Background/Purpose:

Three monocyte subsets have been described based on their CD14 and CD16 expression profiles. The subpopulation CD14⁺CD16⁺ being expanded in rheumatoid arthritis (RA) patient. Monocytes are one of the blood cellular populations expressing the most membrane TNF. TNF antagonist is the most popular biological drug in RA but after 20 years of use, we do not have any biomarker for predicting the response to this class of drug. Some studies suggested that serum soluble TNF and expression of TNF in the synovium could be predictive of response to anti-TNF but, curiously, possibly because of technical issues, no study addressed the level of expression of membrane TNF on blood monocytes and subtypes of monocytes in RA patients.Here, we assessed monocytes subsets and their mTNF expression in RA patients (treated or not with classical DMARds or biologics) or controls (healthy donor (HD), connective tissue disease (CTD) or spondylarthritis (SpA) patients)

Methods:

PBMCs were isolated and we first determined monocytes subpopulations and looked at expression of mTNF by flow cytometry. CD14 CD16 monocytes were isolated by negative selection, and culture in RPMI with or without anti-TNF (Etanercept, Adalimumab or Certolizumab) during 3 days at 10 µg/ml corresponding to a mean serum concentration in treated patients.

Results:

We have confirmed that the CD14⁺CD16⁺monocytes subset was expanded in RA patients. For the first time, we have demonstrated ex vivo that mTNF expression was significantly increased only in monocytes in RA patients. Furthermore, mTNF is significantly increased in the three populations of monocytes in RA patients (Fig1 A,B). Very interestingly, mTNF expression on monocytes correlated with the activity of the disease assessed by DAS28 CRP (Spearman r 0.48 p-value 0.05).

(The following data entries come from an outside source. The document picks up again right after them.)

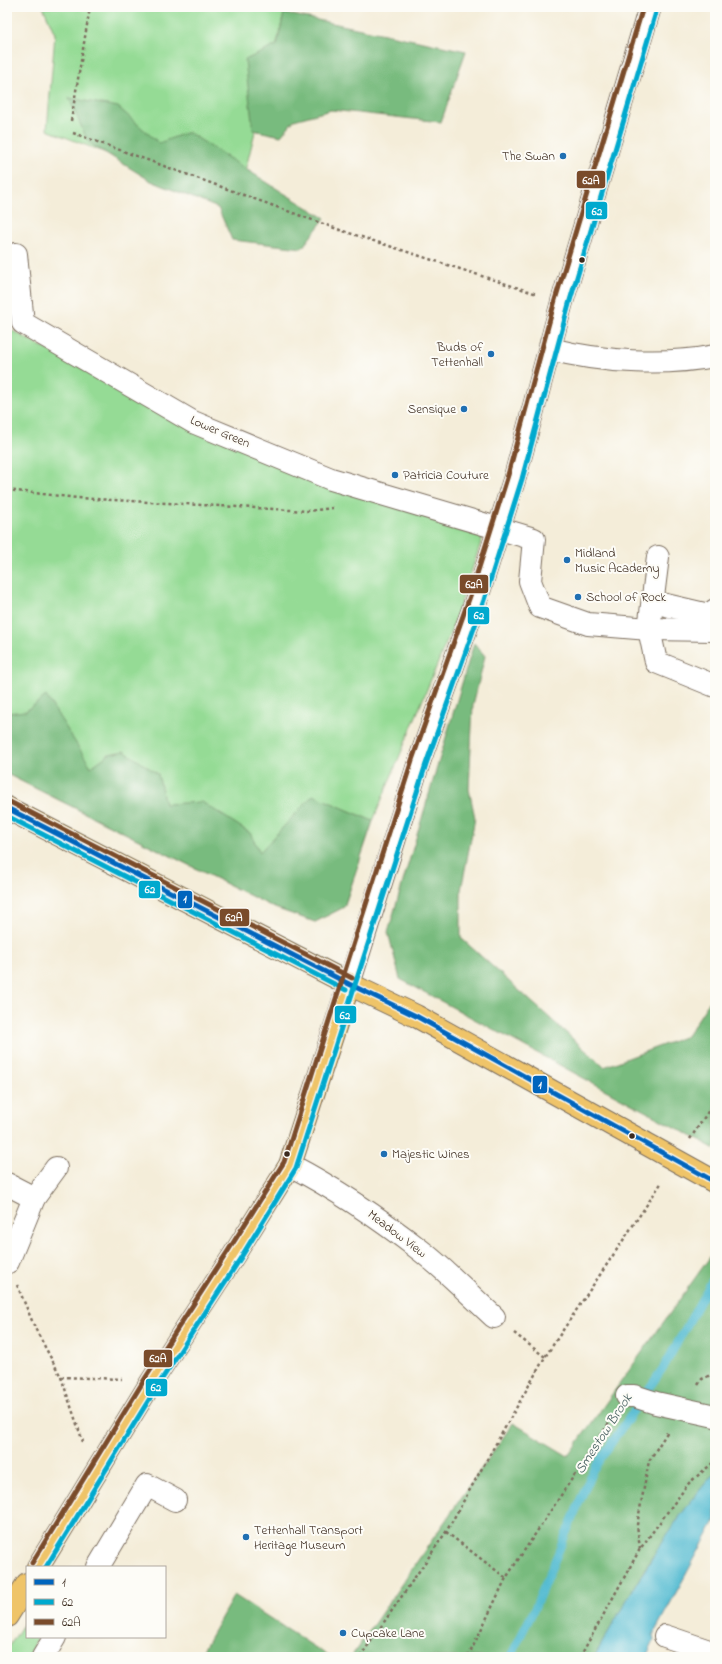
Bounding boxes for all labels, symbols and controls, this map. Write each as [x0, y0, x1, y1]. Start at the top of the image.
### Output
place label: The Swan [502, 147, 555, 166]
marker: The Swan [558, 151, 568, 161]
line badge: 62A [576, 170, 606, 189]
text: 62A [581, 173, 600, 189]
line badge: 62 [585, 201, 608, 220]
text: 62 [591, 204, 603, 220]
unlabelled marker [577, 255, 587, 265]
place label: Buds of Tettenhall [431, 338, 484, 372]
marker: Buds of Tettenhall [486, 349, 496, 359]
place label: Sensique [408, 400, 456, 419]
marker: Sensique [459, 404, 469, 414]
street label: Lower Green [187, 411, 253, 453]
place label: Patricia Couture [403, 466, 489, 485]
marker: Patricia Couture [390, 470, 400, 480]
place label: Midland Music Academy [575, 544, 660, 579]
marker: Midland Music Academy [562, 555, 572, 565]
line badge: 62A [459, 574, 489, 594]
text: 62A [464, 577, 483, 593]
place label: School of Rock [586, 588, 667, 607]
marker: School of Rock [573, 592, 583, 602]
line badge: 62 [467, 606, 490, 625]
text: 62 [473, 608, 485, 624]
line badge: 62 [138, 880, 161, 899]
text: 62 [144, 882, 156, 898]
line badge: 1 [177, 890, 193, 909]
text: 1 [183, 892, 187, 908]
line badge: 62A [219, 908, 250, 927]
text: 62A [224, 910, 243, 926]
line badge: 62 [334, 1005, 357, 1024]
text: 62 [339, 1008, 351, 1024]
line badge: 1 [532, 1075, 548, 1094]
text: 1 [538, 1078, 542, 1094]
unlabelled marker [627, 1131, 637, 1141]
place label: Majestic Wines [392, 1145, 470, 1164]
unlabelled marker [282, 1149, 292, 1159]
marker: Majestic Wines [379, 1149, 389, 1159]
street label: Meadow View [363, 1205, 431, 1263]
line badge: 62A [143, 1349, 173, 1368]
text: 62A [148, 1351, 167, 1367]
line badge: 62 [145, 1378, 168, 1397]
text: 62 [150, 1380, 162, 1396]
water label: Smestow Brook [570, 1389, 638, 1478]
place label: Tettenhall Transport Heritage Museum [254, 1521, 363, 1556]
marker: Tettenhall Transport Heritage Museum [241, 1532, 251, 1542]
legend [26, 1566, 166, 1638]
text: 1 [62, 1574, 66, 1592]
text: 62 [62, 1594, 73, 1612]
text: 62A [62, 1614, 81, 1632]
place label: Cupcake Lane [351, 1624, 424, 1643]
marker: Cupcake Lane [338, 1628, 348, 1638]

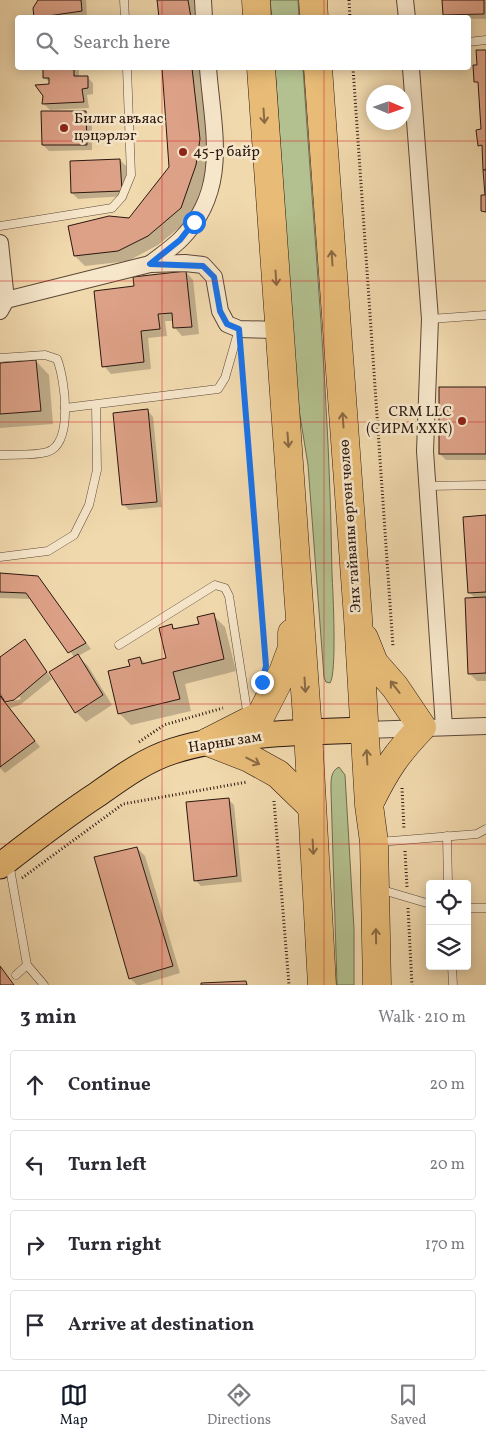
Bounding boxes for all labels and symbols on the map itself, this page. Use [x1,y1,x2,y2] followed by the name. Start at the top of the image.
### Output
[366,85,411,130] north arrow
[260,108,269,124] one-way arrow
[74,109,164,147] place label: Билиг авъяас цэцэрлэг
[58,122,70,134] marker: Билиг авъяас цэцэрлэг
[193,142,260,163] place label: 45-р байр
[177,146,189,158] marker: 45-р байр
[183,211,206,234] route start
[327,250,336,266] one-way arrow
[271,270,280,286] one-way arrow
[366,402,452,440] place label: CRM LLC (СИРМ ХХК)
[339,412,348,428] one-way arrow
[456,415,468,427] marker: CRM LLC (СИРМ ХХК)
[283,432,292,448] one-way arrow
[334,439,368,613] street label: Энх тайваны өргөн чөлөө
[251,671,274,694] route end
[300,677,309,693] one-way arrow
[389,681,400,694] one-way arrow
[187,727,263,759] street label: Нарны зам
[362,749,371,765] one-way arrow
[246,756,261,766] one-way arrow
[309,839,318,855] one-way arrow
[371,929,381,945] one-way arrow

We wanted to look at ex vivo impact of anti-TNF on mTNF expression. We demonstrated that mTNF expression is equal between RA monocytes and RA anti-TNF treated monocytes in patients with a DAS28 ≤ 4 (Mean 7.42% RA versus 7.26% in RA treated). To go further, we have tested in vitro monocytes treatment by anti-TNF from healthy donors or RA patients, but unfortunately, we have found no impact of anti-TNF on mTNF expression (Fig1 C).

Conclusion:

Increased expression of mTNF on blood monocytes is a specific biomarker of RA not present in healthy controls or in patients with other inflammatory diseases like CTD or SpA. This increase in mTNF is linked to disease activity and is not influenced by the treatment in vivo or in vitro. Conversely to a recent publication (Ehrenstein et al) we did not observe an increase in monocytes mTNF with treatment with adalimumab. The possible link between the increased monocytes mTNF expression and macrophages abnormalities seen in RA, as well as the predictive value of monocytes mTNF expression for response to anti-TNF or to other treatments of RA remain to be evaluate.